How to Run a Hypothesis Test in Practice
In Python (scipy.stats)
from scipy import stats
# One-sample t-test
t_stat, p_value = stats.ttest_1samp(data, population_mean)
# Two-sample t-test
t_stat, p_value = stats.ttest_ind(group1, group2)
# Paired t-test
t_stat, p_value = stats.ttest_rel(before, after)
In R
# One-sample t-test
t.test(data, mu = population_mean)
# Two-sample t-test
t.test(group1 ~ group2, data = dataframe)
# Paired t-test
t.test(before, after, paired = TRUE)
In Excel
Use the Data Analysis ToolPak. Select "t-Test: Two-Sample Assuming Equal Variances" or similar options depending on your test type.
For a one-sample t-test in Excel: =TTEST(array, 0, 1) where array is your data and 0 is the hypothesized mean.
What Alpha Level Should You Use?
0.05 is convention, not a law. Here's when to deviate:
- α = 0.01: When Type I errors are expensive or dangerous. Medical trials, safety testing.
- α = 0.10: Exploratory research where you're generating hypotheses, not confirming them.
- α = 0.05: Most standard applications. Business decisions, academic research, quality control.
Set your alpha before you collect data.
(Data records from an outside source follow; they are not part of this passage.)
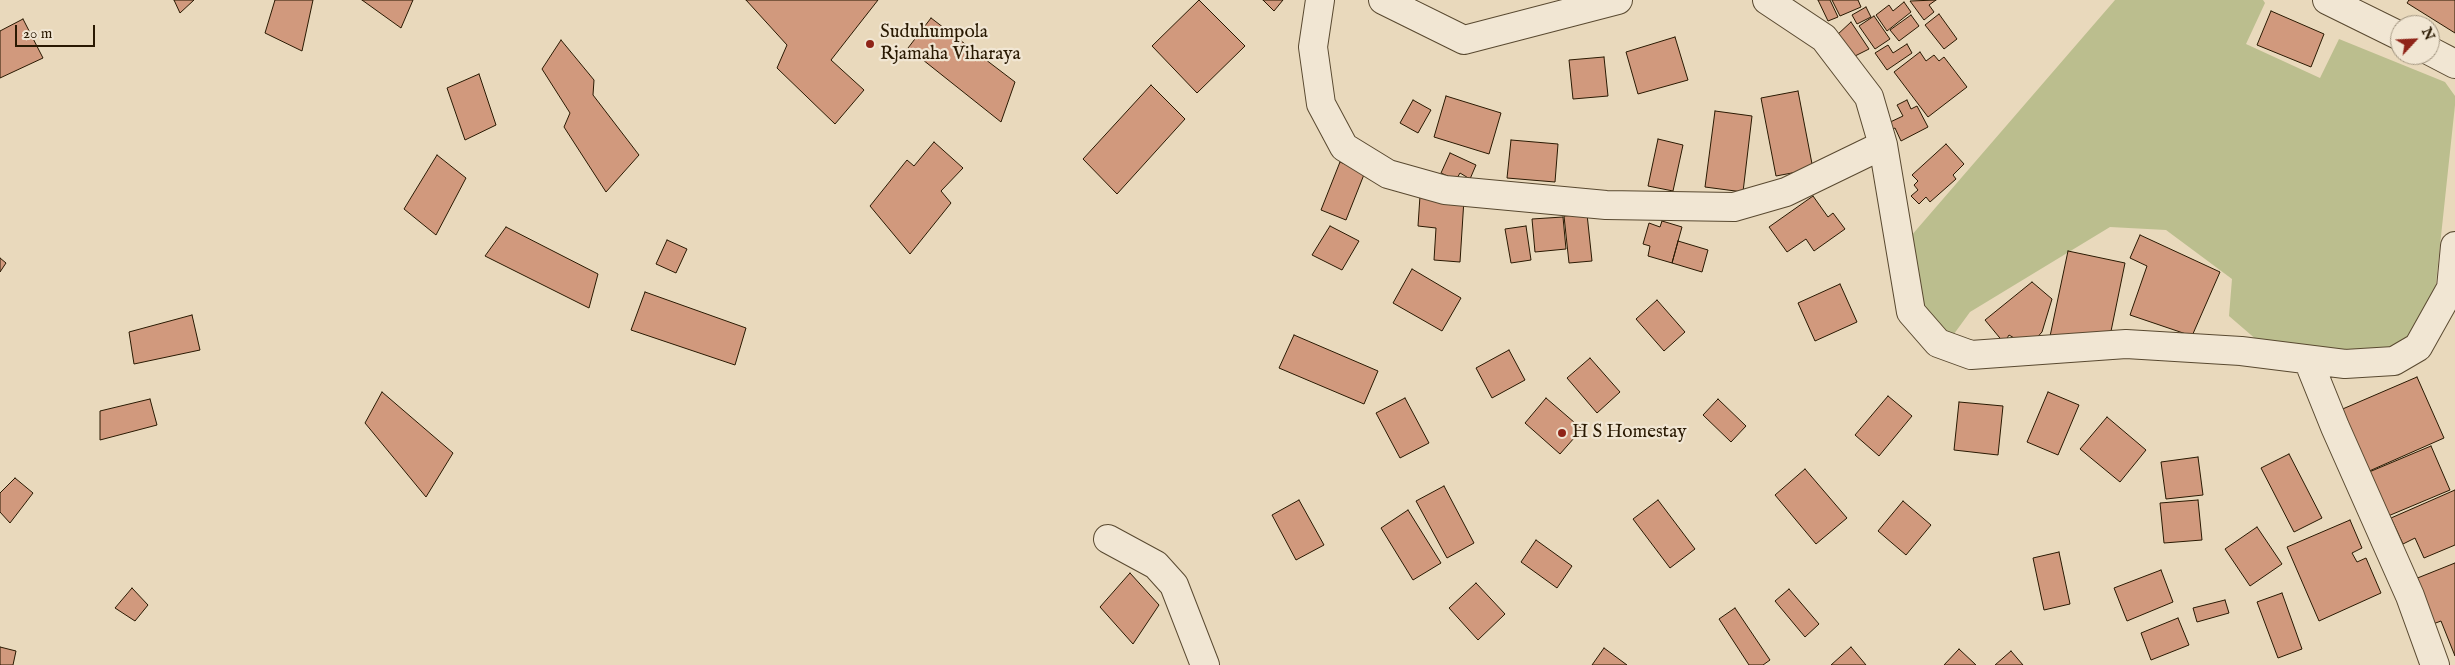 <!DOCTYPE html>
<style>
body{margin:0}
#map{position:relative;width:2455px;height:665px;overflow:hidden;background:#e9d9bc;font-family:"IM FELL English",serif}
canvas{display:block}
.north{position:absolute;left:2390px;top:15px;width:50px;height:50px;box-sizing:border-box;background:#f1e6d3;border:1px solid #a1947f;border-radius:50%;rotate:65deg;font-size:14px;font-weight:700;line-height:20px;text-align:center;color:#291902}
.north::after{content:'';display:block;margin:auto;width:18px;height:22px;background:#8f2418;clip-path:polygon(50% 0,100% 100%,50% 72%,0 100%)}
.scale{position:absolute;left:15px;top:25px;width:80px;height:22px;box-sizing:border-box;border:2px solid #291902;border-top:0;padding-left:6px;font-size:15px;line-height:18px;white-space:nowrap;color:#291902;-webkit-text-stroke:4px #f1e6d3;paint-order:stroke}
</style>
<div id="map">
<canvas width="2455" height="665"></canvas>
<div class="north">N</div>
<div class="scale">20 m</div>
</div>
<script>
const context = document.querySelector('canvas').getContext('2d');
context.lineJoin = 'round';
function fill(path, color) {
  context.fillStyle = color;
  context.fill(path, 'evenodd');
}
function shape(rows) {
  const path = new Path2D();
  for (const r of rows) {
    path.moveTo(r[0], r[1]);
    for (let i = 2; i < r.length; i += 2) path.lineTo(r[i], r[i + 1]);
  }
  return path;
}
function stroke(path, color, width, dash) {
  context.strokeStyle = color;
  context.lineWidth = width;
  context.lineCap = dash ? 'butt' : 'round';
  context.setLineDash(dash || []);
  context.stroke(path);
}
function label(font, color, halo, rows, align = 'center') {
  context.font = font + ' "IM FELL English",serif';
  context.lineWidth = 4.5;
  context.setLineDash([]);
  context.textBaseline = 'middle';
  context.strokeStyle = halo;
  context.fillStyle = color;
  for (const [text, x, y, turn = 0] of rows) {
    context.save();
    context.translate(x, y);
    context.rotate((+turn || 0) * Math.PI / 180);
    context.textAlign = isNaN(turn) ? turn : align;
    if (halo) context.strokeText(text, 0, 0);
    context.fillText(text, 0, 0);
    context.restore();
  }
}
fill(shape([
 [2115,0,2263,0,2265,3,2246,44,2320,78,2339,39,2445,82,2455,96,2455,105,2433,311,2410,347,2377,361,2258,341,2229,316,2232,279,2166,230,2110,227,1970,312,1951,338,1910,293,1911,236]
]), '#bbbe8e');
const building = shape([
 [174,0,194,0,180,13,174,0],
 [275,0,313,0,302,51,265,33,275,0],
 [362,0,413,0,401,28,362,0],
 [746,0,878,0,831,60,864,90,835,124,777,68,787,45,746,0],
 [1199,0,1245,46,1197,93,1152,46,1199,0],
 [1263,0,1283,0,1274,11,1263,0],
 [1818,0,1830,0,1838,17,1828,21,1818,0],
 [1832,0,1858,0,1861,7,1840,16,1832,0],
 [1936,0,1929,5,1934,12,1924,20,1910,1,1936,0],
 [2409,0,2455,0,2455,33,2407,3,2409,0],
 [1904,2,1911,12,1887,31,1876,15,1889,5,1893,11,1904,2],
 [1866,7,1871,17,1857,24,1852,15,1866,7],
 [2271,11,2324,34,2311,67,2257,45,2271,11],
 [1939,14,1957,39,1944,49,1925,25,1939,14],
 [1911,15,1919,26,1899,41,1890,30,1911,15],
 [1874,16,1890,39,1875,49,1859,26,1874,16],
 [931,18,1015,82,1001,122,908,48,931,18],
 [23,19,43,58,0,78,0,31,23,19],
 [1851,22,1869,49,1851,58,1837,35,1851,22],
 [1675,37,1688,80,1638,94,1626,52,1675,37],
 [561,40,594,80,593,95,639,155,606,192,564,127,570,113,542,69,561,40],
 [1907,44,1912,53,1887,70,1875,53,1888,45,1893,53,1907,44],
 [1920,52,1926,61,1934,55,1939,61,1944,57,1967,87,1928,117,1894,72,1920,52],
 [1604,57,1608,96,1573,99,1569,60,1604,57],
 [479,74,496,125,465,140,447,88,479,74],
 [1151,85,1185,119,1117,194,1083,159,1151,85],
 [1798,91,1813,169,1776,176,1761,98,1798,91],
 [1446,96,1501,113,1489,154,1434,137,1446,96],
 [1413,100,1431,110,1418,133,1400,123,1413,100],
 [1907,100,1911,109,1917,106,1928,127,1901,141,1895,128,1890,130,1886,124,1903,116,1897,105,1907,100],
 [1715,111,1752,116,1743,192,1705,187,1715,111],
 [1658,139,1683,145,1673,191,1648,186,1658,139],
 [1511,140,1558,144,1555,182,1507,178,1511,140],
 [934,142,963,168,941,191,951,203,910,254,870,206,907,160,914,166,934,142],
 [1946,144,1964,164,1953,175,1956,179,1930,202,1926,197,1919,204,1911,196,1918,190,1914,185,1918,181,1912,175,1946,144],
 [1450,153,1476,165,1470,179,1460,173,1456,180,1441,173,1450,153],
 [437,155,466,178,436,235,404,209,437,155],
 [1340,162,1365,172,1346,220,1321,210,1340,162],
 [1420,196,1464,199,1460,262,1434,260,1436,228,1418,226,1420,196],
 [1813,196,1828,217,1833,213,1845,229,1814,251,1806,239,1787,252,1769,227,1813,196],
 [1587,214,1592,261,1569,263,1564,216,1587,214],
 [1563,217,1566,249,1535,252,1532,219,1563,217],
 [1662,221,1682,227,1672,263,1648,256,1650,246,1643,244,1649,223,1660,227,1662,221],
 [1330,226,1359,241,1342,270,1312,255,1330,226],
 [1526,226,1531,260,1511,263,1505,229,1526,226],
 [506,227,598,274,589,308,485,256,506,227],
 [2140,235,2220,272,2192,336,2130,315,2147,266,2130,258,2140,235],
 [667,240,687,249,676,273,656,264,667,240],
 [1678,241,1708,250,1702,272,1672,263,1678,241],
 [2068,251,2125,263,2109,341,2049,341,2068,251],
 [0,258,6,263,0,272,0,258],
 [1412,269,1461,298,1442,331,1393,303,1412,269],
 [2032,282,2052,299,2042,332,2032,343,2016,339,2009,335,2004,343,1985,320,2032,282],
 [1840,284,1857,322,1815,341,1798,303,1840,284],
 [645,292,746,328,735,365,631,330,645,292],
 [1657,300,1685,332,1664,351,1636,319,1657,300],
 [192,315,200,350,134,364,129,332,192,315],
 [1294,335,1378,371,1364,404,1279,368,1294,335],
 [1509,350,1525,380,1492,398,1476,368,1509,350],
 [1590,358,1620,392,1597,413,1567,378,1590,358],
 [2417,377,2444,438,2358,476,2331,414,2417,377],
 [382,392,453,453,426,497,365,423,382,392],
 [2048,392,2079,405,2058,455,2027,442,2048,392],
 [1888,396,1912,416,1879,456,1855,435,1888,396],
 [1405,398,1429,443,1400,458,1376,413,1405,398],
 [1546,398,1582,429,1560,454,1525,423,1546,398],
 [150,399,157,425,100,440,100,411,150,399],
 [1718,399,1746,426,1731,442,1703,415,1718,399],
 [1959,402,2003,406,1998,455,1954,450,1959,402],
 [2107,417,2146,450,2120,482,2080,449,2107,417],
 [2431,446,2450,490,2381,519,2362,475,2431,446],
 [2289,454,2322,518,2294,532,2261,468,2289,454],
 [2198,457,2203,495,2166,499,2161,462,2198,457],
 [1805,469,1847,518,1816,544,1775,495,1805,469],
 [15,478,33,493,10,523,0,512,0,493,15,478],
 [1444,486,1474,543,1447,558,1416,501,1444,486],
 [2455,490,2455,545,2424,558,2415,538,2403,544,2391,518,2455,490],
 [1299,500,1324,545,1296,560,1272,515,1299,500],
 [1658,500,1695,549,1670,568,1633,519,1658,500],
 [2198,500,2202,540,2164,543,2160,503,2198,500],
 [1903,501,1931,525,1906,555,1878,531,1903,501],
 [1408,510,1441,563,1413,580,1381,528,1408,510],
 [2350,520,2362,548,2352,553,2357,562,2366,558,2381,593,2319,621,2287,547,2350,520],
 [2257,527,2282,564,2250,586,2225,549,2257,527],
 [1536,540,1572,566,1557,588,1521,562,1536,540],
 [2059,552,2070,604,2044,610,2033,558,2059,552],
 [2455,563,2455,656,2441,621,2433,624,2415,579,2455,563],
 [2161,570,2173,602,2127,621,2114,588,2161,570],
 [1130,573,1159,605,1133,644,1100,607,1130,573],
 [1476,583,1505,614,1478,640,1449,608,1476,583],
 [132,588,148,605,135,621,115,608,132,588],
 [1789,589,1819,624,1805,637,1775,601,1789,589],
 [2282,593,2302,649,2278,658,2257,602,2282,593],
 [2225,600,2229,613,2197,622,2193,608,2225,600],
 [1735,608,1770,660,1763,665,1749,665,1719,619,1735,608],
 [2178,618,2189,645,2151,660,2141,633,2178,618],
 [0,647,16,651,13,665,0,665,0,647],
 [1851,647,1866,665,1831,665,1851,647],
 [1604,648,1627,665,1592,665,1604,648],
 [1959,649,1976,665,1944,665,1959,649],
 [2011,651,2023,665,1995,665,2011,651]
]);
fill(building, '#d1997d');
stroke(building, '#291902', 1);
const minor = shape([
 [1320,0,1313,47,1321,104,1344,147,1388,174,1445,190,1606,205,1734,207,1786,192,1883,145],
 [1383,0,1464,40,1618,0],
 [1767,0,1824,38,1869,97,1883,145,1911,312,1938,343,1971,355,2126,344,2241,351,2345,364,2394,361,2418,347,2451,288,2455,246],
 [2327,0,2400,36],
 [2430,51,2455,64],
 [2308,360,2335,427,2410,596,2435,665],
 [1108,539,1156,565,1174,585,1205,665]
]);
stroke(minor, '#594930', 30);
stroke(minor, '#f1e6d3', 28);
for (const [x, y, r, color] of [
 [870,44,5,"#8f2418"],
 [1562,433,5,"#8f2418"]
]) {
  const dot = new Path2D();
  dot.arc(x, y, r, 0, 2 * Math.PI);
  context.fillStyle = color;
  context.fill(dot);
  stroke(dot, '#f1e6d3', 2);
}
label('19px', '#291902', '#f1e6d3', [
 ["Suduhumpola",880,33],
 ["Rjamaha Viharaya",880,55],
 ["H S Homestay",1572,433]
], 'left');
</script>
Don't change it after seeing results.
The Honest Truth About Hypothesis Testing
Hypothesis testing is a tool, not a conclusion. A significant result doesn't prove your hypothesis is true. It means the data was inconsistent with the null. That's all.
Replicate your results. Check assumptions. Report effect sizes. Consider confidence intervals alongside p-values.
The p-value tells you whether to be surprised. It doesn't tell you whether something matters.